Exercise requirements: In the records that follow, count the lines where the string "Fire" appears, and give the count with nothing added.

Data excerpts:

■ ■ ■ ■ ■ ■ ■

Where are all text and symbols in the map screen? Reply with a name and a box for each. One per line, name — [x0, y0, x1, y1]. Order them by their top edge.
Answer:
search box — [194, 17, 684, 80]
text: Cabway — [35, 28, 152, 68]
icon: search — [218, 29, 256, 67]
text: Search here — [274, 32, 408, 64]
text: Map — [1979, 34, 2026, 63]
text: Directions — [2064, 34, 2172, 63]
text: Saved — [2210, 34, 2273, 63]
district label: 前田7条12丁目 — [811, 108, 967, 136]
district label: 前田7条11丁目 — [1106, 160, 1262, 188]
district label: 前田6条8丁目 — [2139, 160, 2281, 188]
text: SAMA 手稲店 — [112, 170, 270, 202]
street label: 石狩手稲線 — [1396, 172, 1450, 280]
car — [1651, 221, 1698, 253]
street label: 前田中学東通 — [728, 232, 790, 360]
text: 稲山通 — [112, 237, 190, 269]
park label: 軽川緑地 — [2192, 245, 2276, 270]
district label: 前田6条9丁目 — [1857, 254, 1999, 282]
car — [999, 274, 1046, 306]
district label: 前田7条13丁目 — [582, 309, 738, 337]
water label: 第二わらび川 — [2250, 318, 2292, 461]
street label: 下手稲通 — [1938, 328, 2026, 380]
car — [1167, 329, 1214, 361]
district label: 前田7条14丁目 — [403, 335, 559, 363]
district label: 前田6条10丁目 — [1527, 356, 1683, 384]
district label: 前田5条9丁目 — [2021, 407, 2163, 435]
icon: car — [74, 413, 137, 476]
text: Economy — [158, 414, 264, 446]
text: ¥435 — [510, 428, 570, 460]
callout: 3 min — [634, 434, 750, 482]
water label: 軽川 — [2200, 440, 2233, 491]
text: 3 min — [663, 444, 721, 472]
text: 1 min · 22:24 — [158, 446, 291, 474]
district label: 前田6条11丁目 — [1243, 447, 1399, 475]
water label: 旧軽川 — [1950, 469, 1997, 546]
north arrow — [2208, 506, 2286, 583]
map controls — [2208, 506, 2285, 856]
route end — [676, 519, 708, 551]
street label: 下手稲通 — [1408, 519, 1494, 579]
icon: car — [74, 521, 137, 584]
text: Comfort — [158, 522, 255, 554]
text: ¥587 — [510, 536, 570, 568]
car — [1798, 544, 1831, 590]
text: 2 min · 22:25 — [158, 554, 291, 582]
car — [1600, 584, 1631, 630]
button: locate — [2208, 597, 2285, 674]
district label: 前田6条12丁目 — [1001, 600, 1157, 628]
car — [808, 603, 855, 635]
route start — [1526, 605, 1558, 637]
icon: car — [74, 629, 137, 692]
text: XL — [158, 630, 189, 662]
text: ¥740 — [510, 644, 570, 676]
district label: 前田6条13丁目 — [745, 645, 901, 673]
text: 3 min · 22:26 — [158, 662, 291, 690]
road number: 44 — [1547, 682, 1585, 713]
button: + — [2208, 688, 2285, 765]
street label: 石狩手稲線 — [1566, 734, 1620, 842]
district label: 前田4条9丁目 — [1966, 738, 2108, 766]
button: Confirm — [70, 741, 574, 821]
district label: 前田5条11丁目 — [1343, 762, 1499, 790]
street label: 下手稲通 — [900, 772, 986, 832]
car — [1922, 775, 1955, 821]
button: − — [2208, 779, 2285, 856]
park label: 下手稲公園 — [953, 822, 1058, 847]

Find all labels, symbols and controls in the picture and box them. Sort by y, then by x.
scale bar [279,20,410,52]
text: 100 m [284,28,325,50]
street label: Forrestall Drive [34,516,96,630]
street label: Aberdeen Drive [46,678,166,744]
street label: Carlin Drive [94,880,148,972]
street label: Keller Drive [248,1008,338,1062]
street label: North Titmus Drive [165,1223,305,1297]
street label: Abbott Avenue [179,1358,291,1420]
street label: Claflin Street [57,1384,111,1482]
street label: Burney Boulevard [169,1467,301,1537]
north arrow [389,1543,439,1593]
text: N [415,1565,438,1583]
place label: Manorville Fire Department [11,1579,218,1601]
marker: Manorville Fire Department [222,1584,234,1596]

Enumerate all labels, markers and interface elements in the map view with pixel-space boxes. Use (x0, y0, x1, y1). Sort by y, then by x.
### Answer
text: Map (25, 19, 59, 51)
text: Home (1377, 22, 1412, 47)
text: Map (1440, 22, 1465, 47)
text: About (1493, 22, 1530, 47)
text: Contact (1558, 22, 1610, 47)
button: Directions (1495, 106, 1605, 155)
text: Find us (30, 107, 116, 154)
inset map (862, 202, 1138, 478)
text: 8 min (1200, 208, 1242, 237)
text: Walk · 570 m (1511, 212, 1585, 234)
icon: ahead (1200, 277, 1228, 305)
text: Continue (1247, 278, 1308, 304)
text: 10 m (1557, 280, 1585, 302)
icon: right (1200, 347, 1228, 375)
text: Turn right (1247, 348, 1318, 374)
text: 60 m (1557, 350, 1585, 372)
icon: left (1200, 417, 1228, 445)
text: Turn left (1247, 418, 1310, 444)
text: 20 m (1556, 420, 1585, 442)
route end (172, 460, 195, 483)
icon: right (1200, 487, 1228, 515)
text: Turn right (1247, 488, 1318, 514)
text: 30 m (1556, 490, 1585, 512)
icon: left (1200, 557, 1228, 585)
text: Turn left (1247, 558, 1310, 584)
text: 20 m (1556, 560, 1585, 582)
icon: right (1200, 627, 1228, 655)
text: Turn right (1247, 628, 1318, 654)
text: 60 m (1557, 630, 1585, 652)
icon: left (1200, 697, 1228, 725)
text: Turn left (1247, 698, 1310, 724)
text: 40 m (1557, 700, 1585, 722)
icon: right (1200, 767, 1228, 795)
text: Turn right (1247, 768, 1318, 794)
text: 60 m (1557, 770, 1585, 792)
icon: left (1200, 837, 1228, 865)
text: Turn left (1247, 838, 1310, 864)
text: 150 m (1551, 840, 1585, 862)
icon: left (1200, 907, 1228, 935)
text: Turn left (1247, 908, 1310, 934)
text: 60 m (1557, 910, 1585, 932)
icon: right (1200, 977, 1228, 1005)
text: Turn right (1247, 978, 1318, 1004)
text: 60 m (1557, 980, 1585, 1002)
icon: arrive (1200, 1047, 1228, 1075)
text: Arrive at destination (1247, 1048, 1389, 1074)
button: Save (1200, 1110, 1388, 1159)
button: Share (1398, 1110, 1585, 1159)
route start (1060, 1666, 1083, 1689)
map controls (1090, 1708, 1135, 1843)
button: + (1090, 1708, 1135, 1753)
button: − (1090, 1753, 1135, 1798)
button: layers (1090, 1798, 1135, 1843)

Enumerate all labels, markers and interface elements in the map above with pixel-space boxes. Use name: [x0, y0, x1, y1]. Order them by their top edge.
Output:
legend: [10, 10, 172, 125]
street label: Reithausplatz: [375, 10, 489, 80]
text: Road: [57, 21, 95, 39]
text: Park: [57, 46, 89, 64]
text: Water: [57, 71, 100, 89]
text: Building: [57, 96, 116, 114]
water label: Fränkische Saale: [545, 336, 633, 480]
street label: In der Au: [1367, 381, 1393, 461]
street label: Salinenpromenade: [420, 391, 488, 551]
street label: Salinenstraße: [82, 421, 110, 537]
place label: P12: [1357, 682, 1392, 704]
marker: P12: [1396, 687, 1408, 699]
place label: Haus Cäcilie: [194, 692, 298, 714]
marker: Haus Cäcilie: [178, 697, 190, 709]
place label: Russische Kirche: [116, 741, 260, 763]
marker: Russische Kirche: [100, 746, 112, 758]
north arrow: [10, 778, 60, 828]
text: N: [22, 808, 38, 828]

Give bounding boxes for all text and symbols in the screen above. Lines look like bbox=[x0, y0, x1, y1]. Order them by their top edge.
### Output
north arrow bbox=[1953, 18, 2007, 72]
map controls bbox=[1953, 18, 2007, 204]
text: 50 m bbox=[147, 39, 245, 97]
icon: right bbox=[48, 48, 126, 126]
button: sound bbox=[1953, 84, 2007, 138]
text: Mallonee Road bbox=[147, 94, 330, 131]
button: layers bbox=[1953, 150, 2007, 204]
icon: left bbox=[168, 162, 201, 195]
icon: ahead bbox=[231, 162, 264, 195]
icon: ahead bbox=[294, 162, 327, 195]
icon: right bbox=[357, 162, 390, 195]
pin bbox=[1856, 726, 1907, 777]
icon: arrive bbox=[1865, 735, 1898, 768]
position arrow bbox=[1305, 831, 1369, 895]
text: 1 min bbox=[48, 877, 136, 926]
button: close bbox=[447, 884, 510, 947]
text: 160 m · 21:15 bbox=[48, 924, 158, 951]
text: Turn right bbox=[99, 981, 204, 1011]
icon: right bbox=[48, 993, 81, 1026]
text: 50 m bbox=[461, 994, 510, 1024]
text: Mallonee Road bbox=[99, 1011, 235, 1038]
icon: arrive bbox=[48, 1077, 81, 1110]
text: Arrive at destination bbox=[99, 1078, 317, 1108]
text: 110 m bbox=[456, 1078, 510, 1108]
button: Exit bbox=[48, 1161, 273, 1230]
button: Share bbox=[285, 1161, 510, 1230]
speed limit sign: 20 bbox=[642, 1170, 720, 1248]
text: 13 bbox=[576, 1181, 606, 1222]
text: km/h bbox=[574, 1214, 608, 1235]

■ ■ ■ ■ ■ ■ ■

Written solution: 2